Remembering Ama

by Gutierrez Mangansakan II
Nonfiction

(This piece is from Archipelago of Stars, the author’s book of essays published by Ateneo de Naga University Press this year.)

Dear Kirby,

I read the Facebook status which you posted during the New Year on how surprised you were to find out that your great-grandfather, Datu Udtog Matalam Sr., was born on January 1st 1901. I saw the photo above in your account (with your great grandfather seated at the left) which I took the liberty to post here. I hope you don’t mind. I could not ignore a comment from your cousin saying that it was her first time to see your great grandfather, at least even in a photograph.

I am sorry that you didn’t have the opportunity to be with him. You were only a baby when your great grandfather—my grandfather—died almost three decades ago. I was six years old then. I didn’t have any clue who he was, or what he was that time. I didn’t know he was a war hero. I had no idea that he was the governor of the undivided Cotabato Empire from 1946 to 1949, and from 1955 to 1968. Nor was I aware that he founded the Muslim Independence Movement which propelled the Bangsamoro people to fight for their right to determine their destiny. I guess by now you have read books that have cited his life and career by scholars like Thomas McKenna, Patricio Abinales, Alfred McCoy, Patricio Diaz, and others. Do not believe everything they have said. Keep your mind open because whatever truths that lie beneath their books barely reveal the real person.

For most people, your great grandfather was the Datu. For me, he was plain old ‘Ama.’

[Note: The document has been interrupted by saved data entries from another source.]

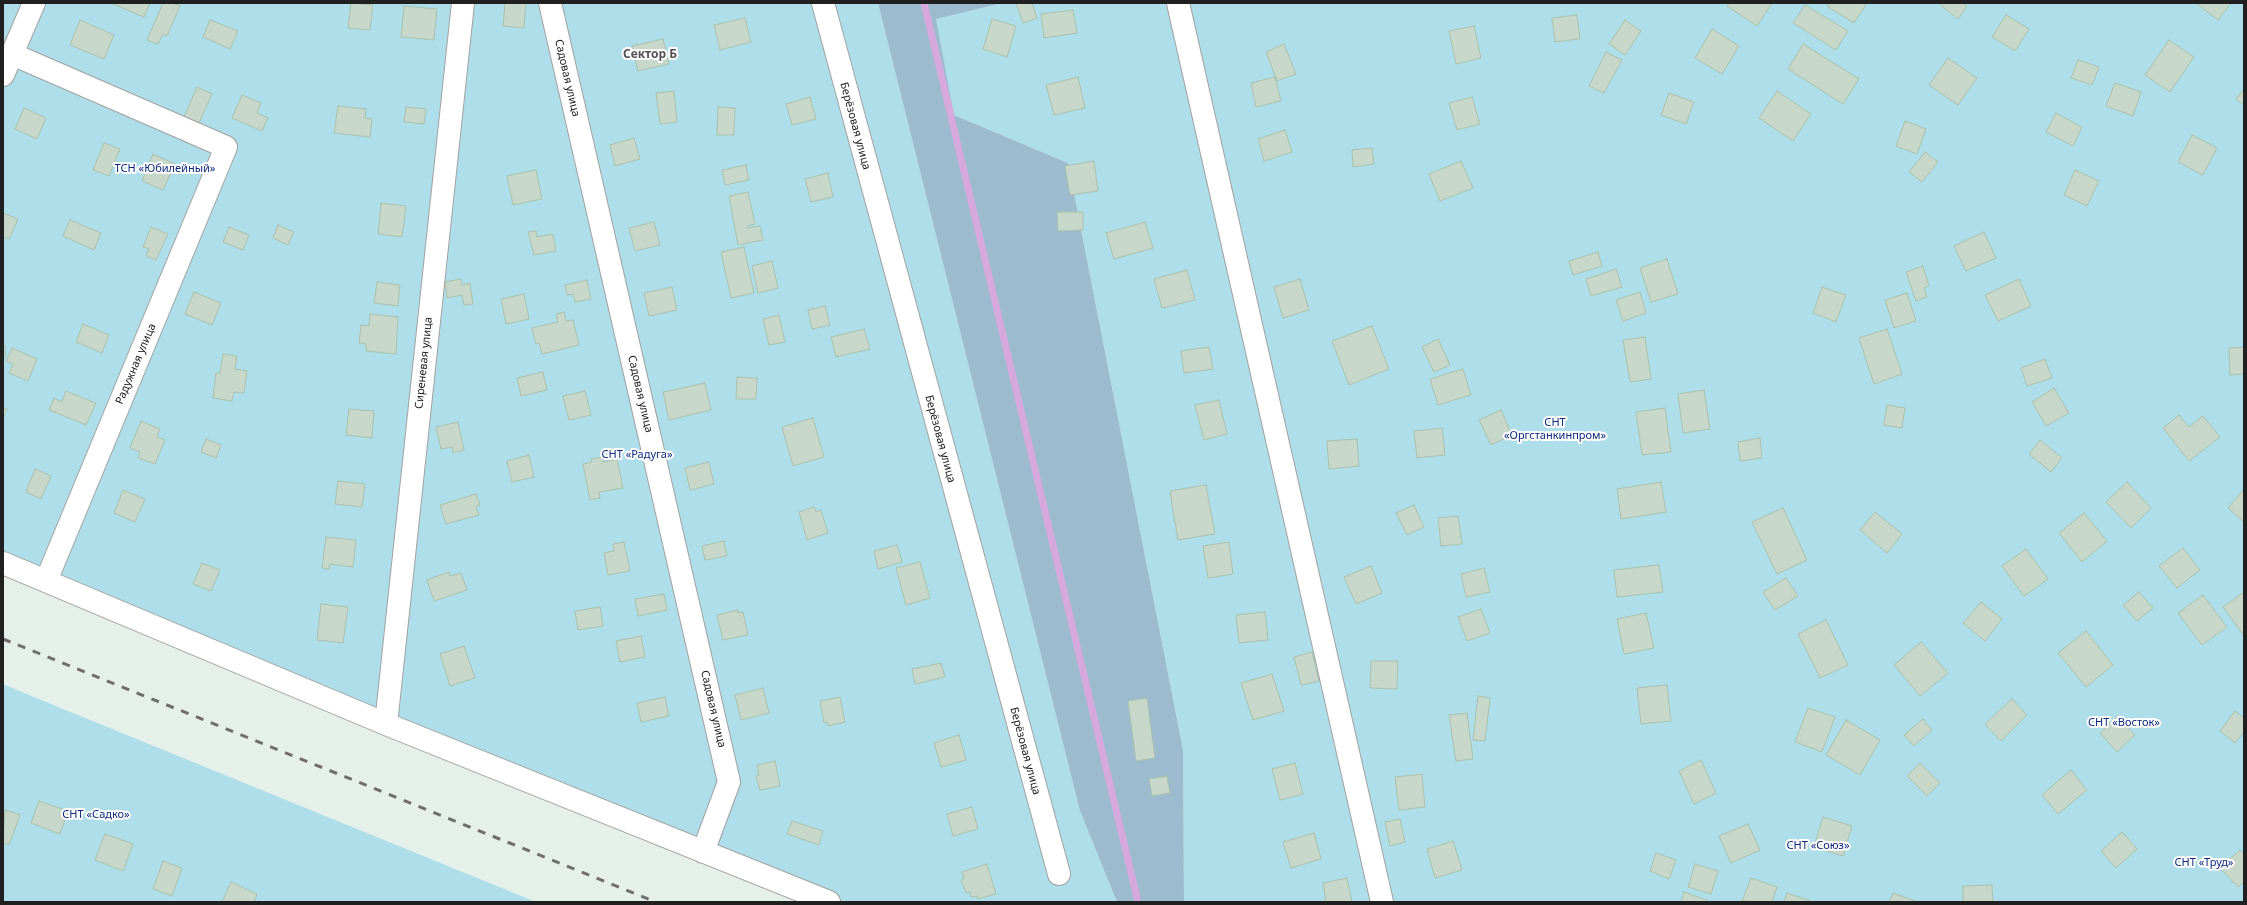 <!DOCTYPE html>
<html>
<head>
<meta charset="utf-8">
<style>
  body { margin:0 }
  #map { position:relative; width:2247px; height:905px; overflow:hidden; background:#e6f0ea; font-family:"Noto Sans",sans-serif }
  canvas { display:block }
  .frame { position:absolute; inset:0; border:4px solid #202020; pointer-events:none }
</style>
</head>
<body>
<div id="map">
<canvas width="2247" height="905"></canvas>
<div class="frame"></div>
</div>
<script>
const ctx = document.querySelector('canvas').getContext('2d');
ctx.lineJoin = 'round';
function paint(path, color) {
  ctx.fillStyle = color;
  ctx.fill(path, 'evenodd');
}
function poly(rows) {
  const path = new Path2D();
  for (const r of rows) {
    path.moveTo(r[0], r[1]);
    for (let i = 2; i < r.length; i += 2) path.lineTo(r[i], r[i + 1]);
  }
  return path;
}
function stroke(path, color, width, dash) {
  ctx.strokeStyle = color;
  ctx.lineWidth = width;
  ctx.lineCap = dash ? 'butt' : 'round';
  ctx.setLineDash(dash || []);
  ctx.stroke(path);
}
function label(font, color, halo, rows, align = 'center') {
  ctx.font = font + ' "Noto Sans",sans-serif';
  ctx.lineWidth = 4;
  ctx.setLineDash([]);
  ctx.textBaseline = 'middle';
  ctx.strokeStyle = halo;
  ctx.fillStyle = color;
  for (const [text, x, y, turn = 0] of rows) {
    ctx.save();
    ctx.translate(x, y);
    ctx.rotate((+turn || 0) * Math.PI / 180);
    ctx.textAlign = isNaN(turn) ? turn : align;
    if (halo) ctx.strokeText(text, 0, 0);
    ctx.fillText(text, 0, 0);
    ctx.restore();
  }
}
paint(poly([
  [3,3,878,3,1080,811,1117,902,829,902,3,563],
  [1002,3,2244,3,2244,902,1184,902,1183,750,1068,163,954,115,935,18],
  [3,684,46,702,536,902,3,902]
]), '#aedee9');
paint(poly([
  [878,3,1002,3,936,19,954,115,1068,163,1183,750,1184,902,1117,902,1080,811]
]), '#9cbbce');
stroke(poly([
  [924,3,1138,902]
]), '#d7a8dc', 7);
const building = poly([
  [111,3,150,3,144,17,111,3],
  [163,3,173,3,180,6,167,36,163,34,158,44,147,40,163,3],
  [351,3,373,5,370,30,348,28,351,3],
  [505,3,526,3,524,28,503,26,505,3],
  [1016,3,1032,3,1037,18,1023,23,1016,3],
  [1729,3,1772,3,1757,26,1727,6,1729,3],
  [1830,3,1867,3,1854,23,1827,6,1830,3],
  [1938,3,1962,3,1967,7,1958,19,1938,3],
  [2196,3,2231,3,2218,20,2196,3],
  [1805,5,1848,31,1836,50,1793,23,1805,5],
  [404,6,437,9,434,40,401,37,404,6],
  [1073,10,1077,33,1044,38,1041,14,1073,10],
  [1577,15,1580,39,1555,42,1552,18,1577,15],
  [2006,15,2029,29,2015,51,1992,37,2006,15],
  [745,18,751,42,720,50,714,25,745,18],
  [992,19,1016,26,1007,57,983,49,992,19],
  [80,20,114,35,104,59,70,45,80,20],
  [210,20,238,31,230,49,203,37,210,20],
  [1625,20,1641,31,1625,55,1609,44,1625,20],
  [1474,26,1481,58,1456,64,1449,31,1474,26],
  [1712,29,1739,46,1722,74,1695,58,1712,29],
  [663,39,669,64,638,71,632,46,663,39],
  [2169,40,2194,57,2170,92,2145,75,2169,40],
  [1284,44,1296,74,1277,81,1266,52,1284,44],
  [1803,44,1859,79,1843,104,1788,69,1803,44],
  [1606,52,1622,60,1604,93,1589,86,1606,52],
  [1948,58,1977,78,1958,105,1929,85,1948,58],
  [2078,60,2099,67,2092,85,2071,78,2078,60],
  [1078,77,1085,108,1054,115,1046,85,1078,77],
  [1275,77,1281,101,1256,107,1251,83,1275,77],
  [2115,83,2141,92,2133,116,2106,106,2115,83],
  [197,87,212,94,199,123,184,117,197,87],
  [2244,89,2244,105,2236,99,2244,89],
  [674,91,677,122,660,124,656,93,674,91],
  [1777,91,1811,114,1793,141,1759,118,1777,91],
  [1669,93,1694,102,1686,124,1661,115,1669,93],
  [242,95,261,103,257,113,268,118,262,131,232,118,242,95],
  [810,97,816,119,792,125,786,104,810,97],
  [1472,97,1480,124,1457,130,1449,103,1472,97],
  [338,106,366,109,365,118,372,119,370,137,334,133,338,106],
  [406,107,426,109,424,124,404,122,406,107],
  [718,107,735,108,734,135,717,135,718,107],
  [24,108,46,118,37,139,15,129,24,108],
  [2056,113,2082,127,2073,146,2046,132,2056,113],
  [1905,121,1926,129,1917,154,1896,146,1905,121],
  [1285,130,1292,152,1264,161,1258,139,1285,130],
  [2192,135,2217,148,2203,175,2178,162,2192,135],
  [634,138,640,159,615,166,610,145,634,138],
  [104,143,120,149,109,176,93,170,104,143],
  [1372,148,1374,164,1353,167,1352,150,1372,148],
  [1925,152,1938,162,1922,182,1909,172,1925,152],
  [153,154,175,164,163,190,142,181,153,154],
  [1094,161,1098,191,1070,195,1065,166,1094,161],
  [1461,161,1473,188,1440,201,1429,174,1461,161],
  [746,165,749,180,725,185,722,170,746,165],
  [536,170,542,199,513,205,507,176,536,170],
  [2075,170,2099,181,2087,206,2064,195,2075,170],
  [828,173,833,197,811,202,805,179,828,173],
  [748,192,755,224,747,226,748,228,760,226,763,240,738,245,729,196,748,192],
  [381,203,406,206,402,237,378,234,381,203],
  [1057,212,1083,212,1083,230,1058,231,1057,212],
  [3,213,18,219,9,239,3,237,3,213],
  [70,220,101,233,94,250,63,236,70,220],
  [654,222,660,245,635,251,629,228,654,222],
  [1145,222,1153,248,1114,259,1106,233,1145,222],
  [278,225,294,232,288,245,273,238,278,225],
  [151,227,168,234,156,260,146,256,149,249,143,247,151,227],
  [229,227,249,235,243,250,223,242,229,227],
  [536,231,537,237,553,234,556,251,534,255,528,232,536,231],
  [1984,232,1996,258,1966,271,1954,246,1984,232],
  [744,247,754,293,731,298,721,252,744,247],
  [1598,252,1602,266,1573,275,1569,261,1598,252],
  [1667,259,1678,294,1651,302,1640,268,1667,259],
  [772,261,778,288,758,293,752,266,772,261],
  [1923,266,1929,286,1924,288,1927,297,1916,301,1906,272,1923,266],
  [1616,269,1622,287,1591,296,1586,279,1616,269],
  [1187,270,1195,300,1162,308,1154,279,1187,270],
  [461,279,462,285,470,283,473,304,464,305,462,295,447,298,445,282,461,279],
  [1300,279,1309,310,1283,318,1274,287,1300,279],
  [2019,279,2031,306,1998,321,1985,295,2019,279],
  [587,280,591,299,575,302,573,294,567,295,565,285,587,280],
  [377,282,400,285,398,306,374,303,377,282],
  [672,287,677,310,649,316,644,293,672,287],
  [1822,287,1846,295,1836,322,1813,313,1822,287],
  [194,292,221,303,212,325,185,314,194,292],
  [1640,292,1646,313,1623,321,1616,300,1640,292],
  [1907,293,1916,321,1894,328,1885,300,1907,293],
  [524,294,529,319,506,324,501,299,524,294],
  [825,306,830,325,812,329,808,310,825,306],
  [564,312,566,321,573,320,579,345,542,354,539,343,536,344,532,328,558,322,556,314,564,312],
  [370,314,398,317,396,354,366,351,366,344,359,343,361,325,369,326,370,314],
  [779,315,785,342,769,345,763,319,779,315],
  [83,324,109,335,102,353,76,342,83,324],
  [1372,326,1389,369,1349,385,1332,341,1372,326],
  [864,329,870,349,836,357,831,337,864,329],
  [1887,329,1902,374,1874,384,1859,338,1887,329],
  [1645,337,1651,379,1630,382,1623,340,1645,337],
  [1438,339,1450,365,1434,372,1422,347,1438,339],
  [3,345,6,347,4,352,6,353,3,361,3,345],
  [1209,347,1213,369,1184,373,1181,351,1209,347],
  [2244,347,2244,374,2230,375,2229,348,2244,347],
  [12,348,37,359,28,381,9,373,13,364,6,361,12,348],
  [223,354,237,356,235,369,247,371,244,393,234,392,232,401,213,398,216,373,220,373,223,354],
  [2045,359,2052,378,2027,386,2021,368,2045,359],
  [1463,369,1471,395,1438,405,1430,379,1463,369],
  [543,372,547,390,521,396,517,378,543,372],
  [737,377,757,378,756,399,736,399,737,377],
  [705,383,711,410,669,420,663,392,705,383],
  [2054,388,2069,413,2046,426,2032,402,2054,388],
  [1704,390,1710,429,1683,433,1678,394,1704,390],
  [66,391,96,403,86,425,49,410,54,398,62,402,66,391],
  [585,391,591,415,569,420,563,396,585,391],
  [1219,400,1227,434,1204,440,1195,405,1219,400],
  [1887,405,1905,408,1902,428,1884,425,1887,405],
  [3,408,7,409,3,418,3,408],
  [1665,408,1671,452,1642,455,1636,412,1665,408],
  [349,409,374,411,372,438,346,435,349,409],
  [1501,410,1512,435,1491,445,1479,420,1501,410],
  [2179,415,2189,427,2203,416,2220,437,2189,461,2163,428,2179,415],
  [813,418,824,457,793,466,782,427,813,418],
  [141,421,160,429,157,437,165,440,155,464,138,458,140,452,130,448,141,421],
  [458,422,464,450,453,453,452,447,441,449,436,427,458,422],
  [1442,428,1445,455,1417,458,1414,431,1442,428],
  [1760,438,1762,458,1740,461,1738,442,1760,438],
  [206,439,221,445,216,458,201,452,206,439],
  [1357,439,1359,466,1329,469,1327,441,1357,439],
  [2040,440,2062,458,2051,472,2029,454,2040,440],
  [529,455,534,477,512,482,507,461,529,455],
  [602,457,603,462,617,459,623,488,599,492,600,498,590,500,583,464,592,462,591,459,602,457],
  [709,462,714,484,690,490,685,468,709,462],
  [35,469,51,476,41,499,26,492,35,469],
  [338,481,365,484,362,507,335,504,338,481],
  [1661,482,1666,512,1621,519,1617,489,1661,482],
  [2127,482,2151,508,2131,528,2106,502,2127,482],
  [1206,485,1215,534,1178,540,1170,491,1206,485],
  [123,490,145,499,135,522,114,513,123,490],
  [2243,490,2244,490,2244,522,2228,508,2243,490],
  [476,494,480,505,476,506,479,515,446,524,440,505,476,494],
  [1414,505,1424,527,1407,535,1396,513,1414,505],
  [814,507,816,512,821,510,828,533,807,540,799,512,814,507],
  [1783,508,1807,560,1777,574,1752,522,1783,508],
  [1875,512,1902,534,1887,553,1860,530,1875,512],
  [2084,513,2107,541,2082,562,2059,533,2084,513],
  [1458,516,1462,544,1441,546,1438,518,1458,516],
  [326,537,356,540,353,567,330,564,329,569,322,568,326,537],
  [724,541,727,556,705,560,702,546,724,541],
  [624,542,630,571,608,575,604,553,614,551,613,544,624,542],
  [1229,542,1233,574,1208,578,1203,546,1229,542],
  [897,545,902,562,878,569,874,551,897,545],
  [2183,548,2200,570,2177,588,2159,566,2183,548],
  [2026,549,2048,579,2024,596,2002,566,2026,549],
  [920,562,930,598,906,605,896,568,920,562],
  [202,563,220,570,211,591,193,584,202,563],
  [1659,565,1663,592,1617,597,1614,570,1659,565],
  [1371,566,1382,593,1356,604,1344,577,1371,566],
  [1484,568,1490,592,1466,597,1461,574,1484,568],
  [449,572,450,576,461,573,467,590,434,601,427,580,449,572],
  [1786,578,1798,596,1775,610,1763,592,1786,578],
  [2139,592,2153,608,2137,621,2123,605,2139,592],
  [2244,592,2244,632,2242,633,2223,607,2244,592],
  [664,594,667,610,638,616,635,599,664,594],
  [2203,595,2227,627,2202,645,2178,613,2203,595],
  [1981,602,2002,619,1985,641,1963,623,1981,602],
  [321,604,348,607,343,643,317,640,321,604],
  [600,607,603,626,578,630,575,611,600,607],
  [1481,609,1490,633,1467,641,1458,617,1481,609],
  [738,610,738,613,743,612,748,635,723,640,717,615,738,610],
  [1265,612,1268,640,1239,643,1236,615,1265,612],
  [1646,613,1654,648,1624,654,1617,619,1646,613],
  [1826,620,1848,665,1820,678,1798,634,1826,620],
  [2086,631,2113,665,2086,687,2058,653,2086,631],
  [641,636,645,657,620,662,616,641,641,636],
  [1921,642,1948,673,1920,696,1894,665,1921,642],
  [464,646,475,678,450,686,440,654,464,646],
  [1312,652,1319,681,1301,685,1294,657,1312,652],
  [1371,661,1398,661,1397,689,1370,688,1371,661],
  [941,663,945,677,915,684,912,669,941,663],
  [1272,674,1284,711,1253,720,1241,683,1272,674],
  [1667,685,1671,721,1641,724,1637,688,1667,685],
  [763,688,769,713,741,720,735,695,763,688],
  [1478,696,1490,698,1485,741,1473,740,1478,696],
  [665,697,669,716,641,722,637,703,665,697],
  [840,697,845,722,828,726,827,722,824,723,820,701,840,697],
  [1147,698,1155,758,1136,761,1128,701,1147,698],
  [2012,699,2027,715,2001,741,1985,724,2012,699],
  [1808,708,1835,717,1822,752,1795,742,1808,708],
  [2235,711,2244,718,2244,732,2235,743,2220,731,2235,711],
  [1467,713,1473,759,1456,761,1449,715,1467,713],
  [2117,716,2135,735,2117,752,2100,733,2117,716],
  [1923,719,1932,730,1914,746,1904,735,1923,719],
  [1846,720,1880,740,1860,775,1826,755,1846,720],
  [959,735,966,760,941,767,934,743,959,735],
  [1701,760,1716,793,1694,804,1679,771,1701,760],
  [775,761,780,786,760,790,756,776,759,775,757,765,775,761],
  [1295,763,1303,794,1280,800,1272,769,1295,763],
  [1920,763,1940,783,1927,796,1907,776,1920,763],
  [2071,770,2087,790,2058,814,2042,795,2071,770],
  [1422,774,1425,807,1399,810,1395,777,1422,774],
  [1167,776,1170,793,1152,796,1149,779,1167,776],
  [39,801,68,811,60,834,31,823,39,801],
  [972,807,978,829,953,836,947,814,972,807],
  [5,810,20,815,9,845,3,843,5,810],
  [1823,817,1852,826,1843,856,1814,847,1823,817],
  [1400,819,1405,842,1390,846,1385,822,1400,819],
  [792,821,823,831,819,845,787,834,792,821],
  [1748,824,1760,850,1731,863,1719,836,1748,824],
  [2122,832,2137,849,2116,868,2101,851,2122,832],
  [1314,833,1321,859,1291,868,1283,842,1314,833],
  [105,834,133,844,123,871,95,860,105,834],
  [1453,841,1462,870,1435,878,1427,849,1453,841],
  [2240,850,2244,854,2244,882,2238,887,2220,868,2240,850],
  [1656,853,1676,860,1669,879,1650,871,1656,853],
  [163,861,182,868,172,896,153,889,163,861],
  [987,864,996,894,978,899,977,896,971,897,970,892,966,893,961,880,964,879,962,872,987,864],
  [1695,864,1718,871,1711,894,1688,887,1695,864],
  [1347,878,1352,902,1326,902,1323,883,1347,878],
  [1751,878,1777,887,1772,902,1742,901,1751,878],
  [231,882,257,894,254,902,222,902,231,882],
  [1992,885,1993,902,1963,902,1963,886,1992,885],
  [1684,892,1707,900,1706,902,1681,902,1684,892],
  [1787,893,1811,901,1811,902,1784,902,1787,893],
  [1893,893,1918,902,1889,902,1893,893]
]);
paint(building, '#c7d7c9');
stroke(building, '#a9c2ac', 1);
const minor = poly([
  [550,3,729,782,703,852],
  [823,3,1059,874],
  [1178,3,1382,902],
  [12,54,226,147,46,581],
  [3,75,34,3],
  [3,563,386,724,829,902],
  [386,724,463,3]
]);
stroke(minor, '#a1a1a1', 24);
stroke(minor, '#fff', 22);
stroke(poly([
  [3,639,656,902]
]), '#6e6e6e', 3, [8, 8]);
label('11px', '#202020', '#fff', [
  ["Садовая улица",567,78,77],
  ["Берёзовая улица",855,126,75],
  ["Сиреневая улица",424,363,-84],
  ["Радужная улица",136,364,-67],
  ["Садовая улица",640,394,77],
  ["Берёзовая улица",940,439,75],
  ["Садовая улица",713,709,77],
  ["Берёзовая улица",1025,751,75]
]);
label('11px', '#0e297d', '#fff', [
  ["ТСН «Юбилейный»",165,169],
  ["СНТ",1555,423],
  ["«Оргстанкинпром»",1555,436],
  ["СНТ «Радуга»",637,455],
  ["СНТ «Восток»",2124,723],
  ["СНТ «Садко»",96,815],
  ["СНТ «Союз»",1818,846],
  ["СНТ «Труд»",2204,863]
]);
label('bold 12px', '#535353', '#fff', [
  ["Сектор Б",650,55]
]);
</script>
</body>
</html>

What I remember most was on Fridays I would always join him during prayer in the mosque. Clutching his hand, I would walk closely behind him to the front row. Sometimes your uncle Bimby and Pipo would be there too. Your uncle Pipo and I would look each other in the eye and giggle when the congregation chorused, “Ameen.” I don’t know why. After prayer there would be kanduli but it didn’t fascinate me as much as your uncle Bimby. That is why Ama fondly called him ‘pandita.’ The idle afternoons would be spent taking turns sitting on his lap.

Ama was loving as he was strict. He spoiled his children; my mother was his favorite. Among his last wishes was that she be buried beside him. How morbid! He had the tendency to be feudal, but never cruel. He ordered that your aunt Baicoco keep her hair long, which she does to this day. The women in the family cannot marry non-Muslims, an order only the stubborn few dared to violate. Back then he would not allow us to play with the servants’ children so it was always me and my siblings and my cousins. There were times though that we were able to play with the servants’ children, when he was not around, on condition that we would always win the game no matter what.

Then he suffered a stroke that paralyzed him. He was in the hospital in Davao for some time before the family decided to transfer him to his house in Matina, then months later, to the red house in Pagalungan. I was already studying in Philippine Women’s College – JASMS that time. We would regularly come home to Pagalungan to visit him.

During his last days, whenever he saw us, a tear would fall from his eyes. Perhaps it broke his heart to accept the fact that he would never see us grow and become what we are now. If he were alive today, I know he would be proud of what you have become. A lawyer. The first in the family.

In the end we owe something to him. More than the illustrious name that we inherited, we should be constantly reminded to love our people. To love one another. To be a good Muslim in the ways that we know. I know it is hard. Day by day our lives drift apart because of ambition and the selfish desire for power. But we should keep trying.